But I’d never got a drugged-up or drunk Marilyn on the line-just that familiar, breathy female voice. The kind no healthy heterosexual male would respond to with, “Do you have any idea what time it is?”
What you say is, “Yeah, I remember you. I think maybe I saw one of your pictures,” or maybe, “I know you. I’m a detective, remember?”
And she would laugh and you’d talk till finally she started getting sleepy enough to sign off.
Brentwood had recovered from its disastrous fire of the previous November, once again a sleepy upper-middle-class community whose main drag was San Vicente Boulevard, its wide median home to sculpted coral trees. I wheeled the Jag onto Carmelina Avenue, a winding affair off of which were various greenery-swarmed cul-de-sacs. I was looking for Fifth Helena Drive, only Pat Newcomb warned me that it wasn’t marked-I had to count the cul-de-sacs, plus she described the houses on either corner.
Somehow I got it on the first try, though calling this short narrow strip a cul-de-sac was rather grand-I knew an alley when I saw one.
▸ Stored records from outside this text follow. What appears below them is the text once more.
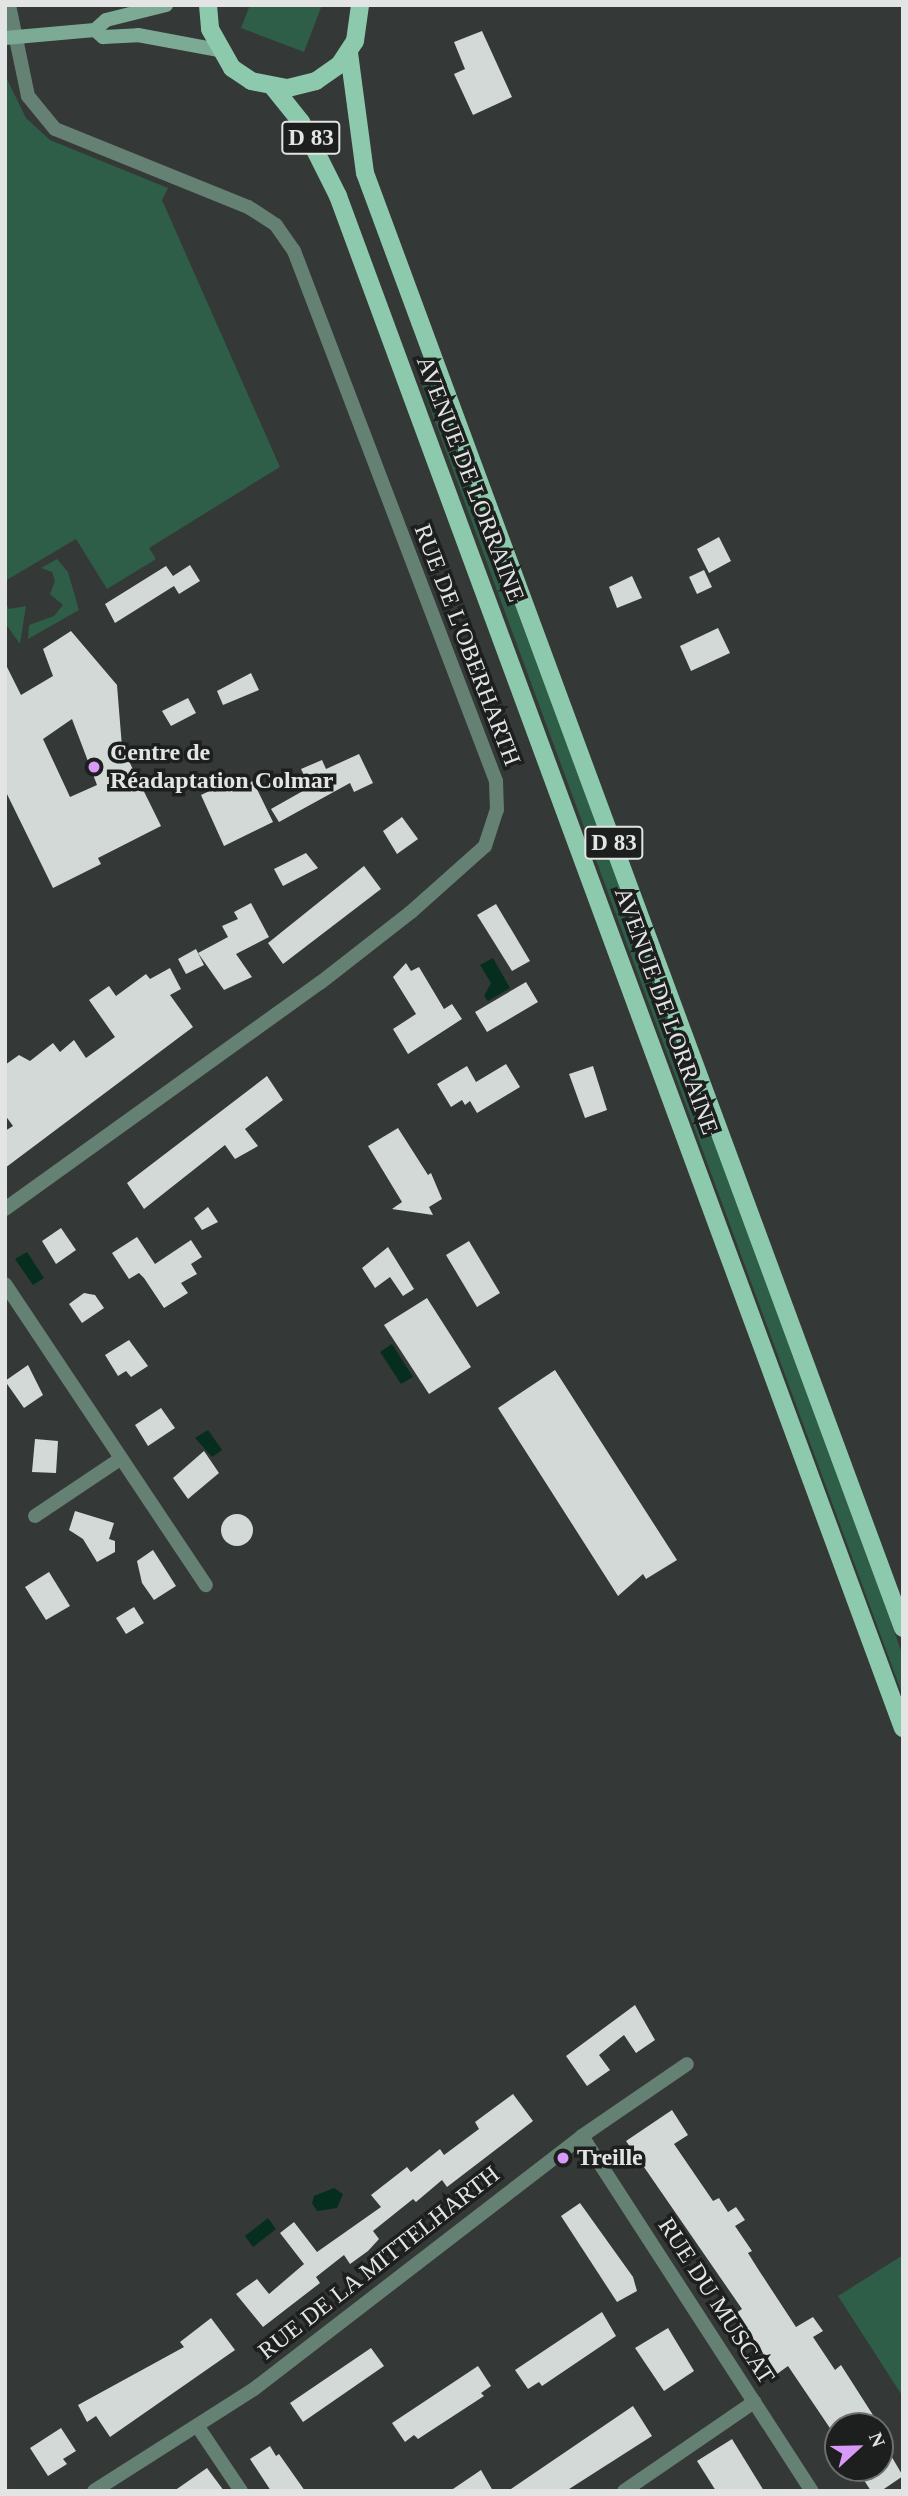 <!DOCTYPE html>
<meta charset="utf-8">
<style>
body{margin:0}
#map{position:relative;width:908px;height:2496px;overflow:hidden;background:#343836;font-family:"Times New Roman",serif}
div>[style]{position:absolute}
.green>*{inset:0;background:#2e5d48}
.water>*{inset:0;background:#062e1f}
.building>*{inset:0;background:#d3d9d6}
.round{border-radius:50%}
.street>*{height:14px;margin:-7px;padding:0 7px;transform-origin:7px;border-radius:7px;background:#648173}
.secondary>*{height:14px;margin:-7px;padding:0 7px;transform-origin:7px;border-radius:7px;background:#7caa94}
.primary>*{height:18px;margin:-9px;padding:0 9px;transform-origin:9px;border-radius:9px;background:#8dcaad}
.dots>*{width:19px;height:19px;translate:-50% -50%;box-sizing:border-box;border:4px solid #1d1f1e;border-radius:50%}
span{translate:-50% -50%;white-space:nowrap;text-align:center;line-height:1.15;-webkit-text-stroke:7px #1d1f1e;paint-order:stroke}
.shield-label span{padding:2px 5px;background:#1d1f1e;border:2px solid;border-radius:5px;-webkit-text-stroke-width:0}
.shield-label{font-size:23px;color:#e2e5e4;font-weight:700}
.street-label{font-size:24px;color:#e2e5e4}
.poi-label{font-size:24px;color:#e2e5e4;font-weight:700}
.left{translate:0 -50%;text-align:left}
.frame{position:absolute;inset:0;border:7px solid #e2e5e4;pointer-events:none}
.north{position:absolute;left:824px;top:2412px;width:70px;height:70px;box-sizing:border-box;background:#1d1f1e;border:2px solid #6c6e6d;border-radius:50%;rotate:68deg;font-size:19px;font-weight:700;line-height:28px;text-align:center;color:#e2e5e4}
.north::after{content:'';display:block;margin:auto;width:24px;height:32px;background:#d89af8;clip-path:polygon(50% 0,100% 100%,50% 72%,0 100%)}
</style>
<div id="map">
<div class="green">
<i style="clip-path:polygon(250px 5px,322px 5px,304px 52px,241px 28px)"></i>
<i style="clip-path:polygon(5px 75px,26px 118px,50px 140px,168px 188px,162px 200px,280px 467px,149px 548px,156px 559px,107px 589px,76px 539px,5px 581px)"></i>
<i style="clip-path:polygon(432px 383px,793px 1348px,903px 1656px,903px 1696px,422px 386px)"></i>
<i style="clip-path:polygon(57px 559px,68px 572px,79px 610px,28px 639px,29px 625px,54px 616px,63px 605px,50px 594px,55px 581px,52px 572px,41px 568px)"></i>
<i style="clip-path:polygon(5px 603px,9px 609px,26px 606px,20px 644px,5px 623px)"></i>
<i style="clip-path:polygon(903px 2255px,903px 2397px,838px 2296px)"></i>
</div>
<div class="water">
<i style="clip-path:polygon(493px 958px,510px 988px,488px 1001px,484px 996px,491px 983px,480px 965px)"></i>
<i style="clip-path:polygon(27px 1252px,44px 1278px,33px 1285px,15px 1259px)"></i>
<i style="clip-path:polygon(392px 1344px,413px 1377px,401px 1384px,380px 1352px)"></i>
<i style="clip-path:polygon(208px 1430px,222px 1450px,212px 1457px,195px 1438px)"></i>
<i style="clip-path:polygon(334px 2188px,343px 2194px,337px 2208px,317px 2211px,312px 2203px,314px 2196px)"></i>
<i style="clip-path:polygon(268px 2218px,276px 2229px,253px 2247px,245px 2236px)"></i>
</div>
<div class="building">
<i style="clip-path:polygon(482px 31px,512px 97px,473px 115px,454px 74px,465px 69px,454px 42px)"></i>
<i style="clip-path:polygon(719px 537px,731px 561px,709px 573px,697px 549px)"></i>
<i style="clip-path:polygon(190px 565px,200px 581px,179px 594px,174px 586px,115px 623px,105px 604px,166px 566px,173px 576px)"></i>
<i style="clip-path:polygon(704px 570px,712px 587px,697px 594px,689px 577px)"></i>
<i style="clip-path:polygon(632px 576px,642px 598px,617px 608px,609px 587px)"></i>
<i style="clip-path:polygon(718px 628px,730px 653px,691px 671px,680px 646px)"></i>
<i style="clip-path:polygon(evenodd,71px 631px,117px 685px,122px 747px,161px 826px,98px 858px,101px 864px,53px 888px,5px 790px,5px 663px,21px 695px,53px 676px,43px 649px,71px 631px,72px 719px,97px 785px,70px 797px,43px 739px,72px 719px)"></i>
<i style="clip-path:polygon(251px 673px,259px 690px,223px 705px,217px 691px)"></i>
<i style="clip-path:polygon(188px 698px,196px 713px,171px 726px,162px 711px)"></i>
<i style="clip-path:polygon(359px 754px,373px 783px,354px 792px,350px 783px,279px 822px,271px 809px,310px 787px,301px 769px,322px 760px,326px 769px)"></i>
<i style="clip-path:polygon(233px 780px,243px 785px,253px 781px,273px 822px,224px 846px,201px 795px)"></i>
<i style="clip-path:polygon(402px 817px,418px 839px,397px 854px,383px 831px)"></i>
<i style="clip-path:polygon(306px 853px,318px 868px,283px 886px,274px 869px)"></i>
<i style="clip-path:polygon(364px 866px,381px 889px,283px 964px,268px 943px)"></i>
<i style="clip-path:polygon(251px 903px,269px 937px,236px 954px,252px 977px,224px 990px,198px 953px,228px 937px,222px 926px,238px 919px,234px 912px)"></i>
<i style="clip-path:polygon(496px 904px,530px 961px,512px 971px,477px 915px)"></i>
<i style="clip-path:polygon(196px 949px,204px 965px,186px 974px,178px 959px)"></i>
<i style="clip-path:polygon(406px 963px,411px 971px,419px 967px,444px 1009px,452px 1004px,462px 1019px,408px 1054px,393px 1029px,416px 1014px,393px 977px)"></i>
<i style="clip-path:polygon(170px 968px,181px 989px,170px 995px,193px 1027px,5px 1168px,5px 1131px,13px 1126px,5px 1115px,5px 1065px,19px 1055px,30px 1061px,53px 1043px,60px 1052px,74px 1040px,86px 1058px,115px 1037px,89px 1000px,109px 986px,116px 996px,146px 974px,150px 979px)"></i>
<i style="clip-path:polygon(526px 982px,538px 1002px,487px 1032px,475px 1012px)"></i>
<i style="clip-path:polygon(506px 1064px,520px 1087px,477px 1113px,470px 1101px,465px 1105px,462px 1100px,451px 1107px,437px 1084px,467px 1066px,476px 1082px)"></i>
<i style="clip-path:polygon(593px 1066px,607px 1110px,585px 1118px,569px 1074px)"></i>
<i style="clip-path:polygon(267px 1076px,283px 1100px,245px 1129px,258px 1146px,235px 1159px,225px 1145px,144px 1209px,127px 1183px)"></i>
<i style="clip-path:polygon(398px 1128px,428px 1175px,431px 1173px,442px 1199px,429px 1207px,433px 1215px,392px 1209px,402px 1202px,368px 1146px)"></i>
<i style="clip-path:polygon(208px 1207px,218px 1222px,202px 1230px,194px 1218px)"></i>
<i style="clip-path:polygon(61px 1228px,76px 1250px,56px 1264px,42px 1241px)"></i>
<i style="clip-path:polygon(137px 1237px,155px 1264px,191px 1240px,202px 1257px,191px 1264px,197px 1274px,181px 1283px,188px 1293px,164px 1308px,144px 1278px,139px 1273px,129px 1279px,112px 1253px)"></i>
<i style="clip-path:polygon(469px 1241px,500px 1293px,477px 1307px,446px 1255px)"></i>
<i style="clip-path:polygon(388px 1247px,414px 1289px,403px 1296px,390px 1277px,375px 1288px,362px 1268px)"></i>
<i style="clip-path:polygon(84px 1293px,95px 1295px,104px 1308px,82px 1323px,69px 1304px)"></i>
<i style="clip-path:polygon(427px 1298px,471px 1367px,429px 1394px,384px 1325px)"></i>
<i style="clip-path:polygon(129px 1340px,148px 1366px,131px 1377px,126px 1371px,118px 1376px,105px 1355px)"></i>
<i style="clip-path:polygon(28px 1365px,43px 1395px,24px 1408px,5px 1381px)"></i>
<i style="clip-path:polygon(555px 1370px,677px 1560px,646px 1579px,643px 1574px,618px 1596px,498px 1408px)"></i>
<i style="clip-path:polygon(161px 1408px,175px 1428px,148px 1446px,135px 1425px)"></i>
<i style="clip-path:polygon(35px 1439px,58px 1441px,56px 1473px,32px 1472px)"></i>
<i style="clip-path:polygon(204px 1451px,219px 1473px,188px 1499px,173px 1478px)"></i>
<i style="clip-path:polygon(75px 1511px,114px 1523px,109px 1539px,115px 1541px,115px 1552px,97px 1562px,83px 1539px,69px 1530px)"></i>
<i class="round" style="left:221px;top:1514px;width:32px;height:32px"></i>
<i style="clip-path:polygon(153px 1550px,176px 1586px,154px 1600px,142px 1583px,137px 1561px)"></i>
<i style="clip-path:polygon(49px 1572px,70px 1606px,46px 1620px,25px 1587px)"></i>
<i style="clip-path:polygon(134px 1607px,144px 1623px,126px 1634px,116px 1618px)"></i>
<i style="clip-path:polygon(635px 2005px,655px 2040px,636px 2053px,624px 2035px,599px 2055px,610px 2070px,587px 2086px,566px 2056px)"></i>
<i style="clip-path:polygon(513px 2094px,533px 2121px,447px 2187px,442px 2180px,416px 2202px,413px 2199px,373px 2231px,379px 2239px,368px 2251px,350px 2264px,344px 2255px,316px 2277px,320px 2283px,263px 2327px,236px 2294px,257px 2279px,269px 2294px,304px 2264px,280px 2233px,294px 2222px,317px 2252px,381px 2207px,371px 2195px,407px 2167px,411px 2172px,440px 2149px,444px 2155px,479px 2129px,475px 2122px)"></i>
<i style="clip-path:polygon(672px 2110px,688px 2135px,674px 2144px,713px 2201px,719px 2198px,728px 2212px,736px 2207px,745px 2220px,735px 2226px,752px 2251px,748px 2253px,758px 2269px,796px 2327px,813px 2317px,823px 2331px,813px 2337px,835px 2370px,841px 2365px,880px 2426px,838px 2426px,838px 2440px,788px 2366px,777px 2374px,736px 2313px,742px 2309px,626px 2141px)"></i>
<i style="clip-path:polygon(580px 2203px,633px 2277px,637px 2291px,617px 2302px,561px 2216px)"></i>
<i style="clip-path:polygon(602px 2312px,616px 2336px,542px 2386px,539px 2382px,528px 2389px,515px 2370px)"></i>
<i style="clip-path:polygon(211px 2318px,235px 2350px,110px 2437px,96px 2416px,87px 2422px,78px 2405px,184px 2347px,180px 2342px)"></i>
<i style="clip-path:polygon(668px 2328px,694px 2371px,664px 2391px,635px 2348px)"></i>
<i style="clip-path:polygon(371px 2348px,384px 2366px,303px 2422px,290px 2403px)"></i>
<i style="clip-path:polygon(478px 2366px,491px 2386px,481px 2393px,484px 2396px,418px 2439px,414px 2435px,405px 2442px,392px 2423px)"></i>
<i style="clip-path:polygon(633px 2406px,652px 2436px,566px 2491px,508px 2491px)"></i>
<i style="clip-path:polygon(61px 2428px,76px 2451px,63px 2459px,67px 2464px,48px 2476px,30px 2448px)"></i>
<i style="clip-path:polygon(880px 2437px,903px 2476px,881px 2491px,871px 2491px,856px 2468px,880px 2468px)"></i>
<i style="clip-path:polygon(732px 2439px,764px 2491px,716px 2491px,697px 2461px)"></i>
<i style="clip-path:polygon(270px 2446px,276px 2456px,279px 2454px,305px 2491px,271px 2491px,250px 2459px)"></i>
<i style="clip-path:polygon(207px 2468px,224px 2491px,174px 2491px)"></i>
<i style="clip-path:polygon(481px 2470px,493px 2491px,450px 2491px)"></i>
</div>
<div class="street">
<i style="left:5px;top:1209px;width:388px;rotate:-35.7deg"></i>
<i style="left:320px;top:983px;width:115px;rotate:-38deg"></i>
<i style="left:411px;top:912px;width:99px;rotate:-41.7deg"></i>
<i style="left:485px;top:846px;width:38px;rotate:-72deg"></i>
<i style="left:497px;top:810px;width:29px;rotate:-92deg"></i>
<i style="left:496px;top:781px;width:567px;rotate:-110.86deg"></i>
<i style="left:294px;top:251px;width:32px;rotate:-125deg"></i>
<i style="left:276px;top:225px;width:33px;rotate:-147deg"></i>
<i style="left:248px;top:207px;width:208px;rotate:-158deg"></i>
<i style="left:55px;top:129px;width:43px;rotate:-129.3deg"></i>
<i style="left:28px;top:96px;width:93px;rotate:-101.8deg"></i>
<i style="left:5px;top:1284px;width:362px;rotate:56.3deg"></i>
<i style="left:35px;top:1516px;width:102px;rotate:-33.8deg"></i>
<i style="left:582px;top:2136px;width:423px;rotate:57.1deg"></i>
<i style="left:198px;top:2427px;width:77px;rotate:56.1deg"></i>
<i style="left:94px;top:2491px;width:190px;rotate:-32.5deg"></i>
<i style="left:254px;top:2389px;width:414px;rotate:-37.6deg"></i>
<i style="left:582px;top:2136px;width:127px;rotate:-34.4deg"></i>
<i style="left:624px;top:2491px;width:158px;rotate:-34.4deg"></i>
</div>
<div class="secondary">
<i style="left:95px;top:30px;width:11px;rotate:41deg"></i>
<i style="left:103px;top:37px;width:35px;rotate:-3deg"></i>
<i style="left:138px;top:35px;width:81px;rotate:10.6deg"></i>
<i style="left:5px;top:38px;width:90px;rotate:-5.1deg"></i>
<i style="left:95px;top:30px;width:15px;rotate:-42deg"></i>
<i style="left:106px;top:20px;width:62px;rotate:-14deg"></i>
</div>
<div class="primary">
<i style="left:208px;top:5px;width:24px;rotate:85deg"></i>
<i style="left:210px;top:29px;width:45px;rotate:60.6deg"></i>
<i style="left:232px;top:68px;width:23px;rotate:34deg"></i>
<i style="left:251px;top:81px;width:38px;rotate:11deg"></i>
<i style="left:288px;top:88px;width:29px;rotate:-14deg"></i>
<i style="left:316px;top:81px;width:29px;rotate:-35deg"></i>
<i style="left:340px;top:64px;width:27px;rotate:-57deg"></i>
<i style="left:355px;top:41px;width:36px;rotate:-82deg"></i>
<i style="left:349px;top:53px;width:121px;rotate:82.4deg"></i>
<i style="left:365px;top:173px;width:1551px;rotate:69.71deg"></i>
<i style="left:273px;top:87px;width:45px;rotate:51.3deg"></i>
<i style="left:301px;top:122px;width:83px;rotate:63.4deg"></i>
<i style="left:338px;top:196px;width:1633px;rotate:69.76deg"></i>
</div>
<div class="dots">
<i style="left:94px;top:767px;background:#d89af8"></i>
<i style="left:563px;top:2158px;background:#d89af8"></i>
</div>
<div class="shield-label">
<span style="left:311px;top:138px">D 83</span>
<span style="left:614px;top:843px">D 83</span>
</div>
<div class="street-label">
<span style="left:470px;top:479px;rotate:69deg">AVENUE DE LORRAINE</span>
<span style="left:467px;top:645px;rotate:69deg">RUE DE L'OBERHARTH</span>
<span style="left:666px;top:1011px;rotate:70deg">AVENUE DE LORRAINE</span>
<span style="left:379px;top:2263px;rotate:-38deg">RUE DE LA MITTELHARTH</span>
<span style="left:716px;top:2301px;rotate:57deg">RUE DU MUSCAT</span>
</div>
<div class="poi-label">
<span class="left" style="left:110px;top:767px">Centre de<br>Réadaptation Colmar</span>
<span class="left" style="left:577px;top:2158px">Treille</span>
</div>
<div class="frame"></div>
<div class="north">N</div>
</div>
At the mouth, on either side, were the homes the publicist had described for me, and at the end of the alley were two more homes, a two-story to the right, and Marilyn’s to the left.
You couldn’t see much of Marilyn’s place, though-a whitewashed seven-foot brick wall smothered in blooming bougainvillea vines blocked everything but a glimpse of red barrel-tiled roof of what would prove to be the garage.
The Jag I left half on the grass in case some other vehicle needed the space, and stepped from air-conditioning into a pleasantly warm sunny Cal afternoon, kissed with a nice coastal ocean breeze from the west.
Hollywood royalty lived here, but I was informal-black-collared gray Ban-Lon sport shirt; beltless, cuffless H.I.S. gray slacks; black suede loafers-and I’d taken to going hatless. Our young president’s fault.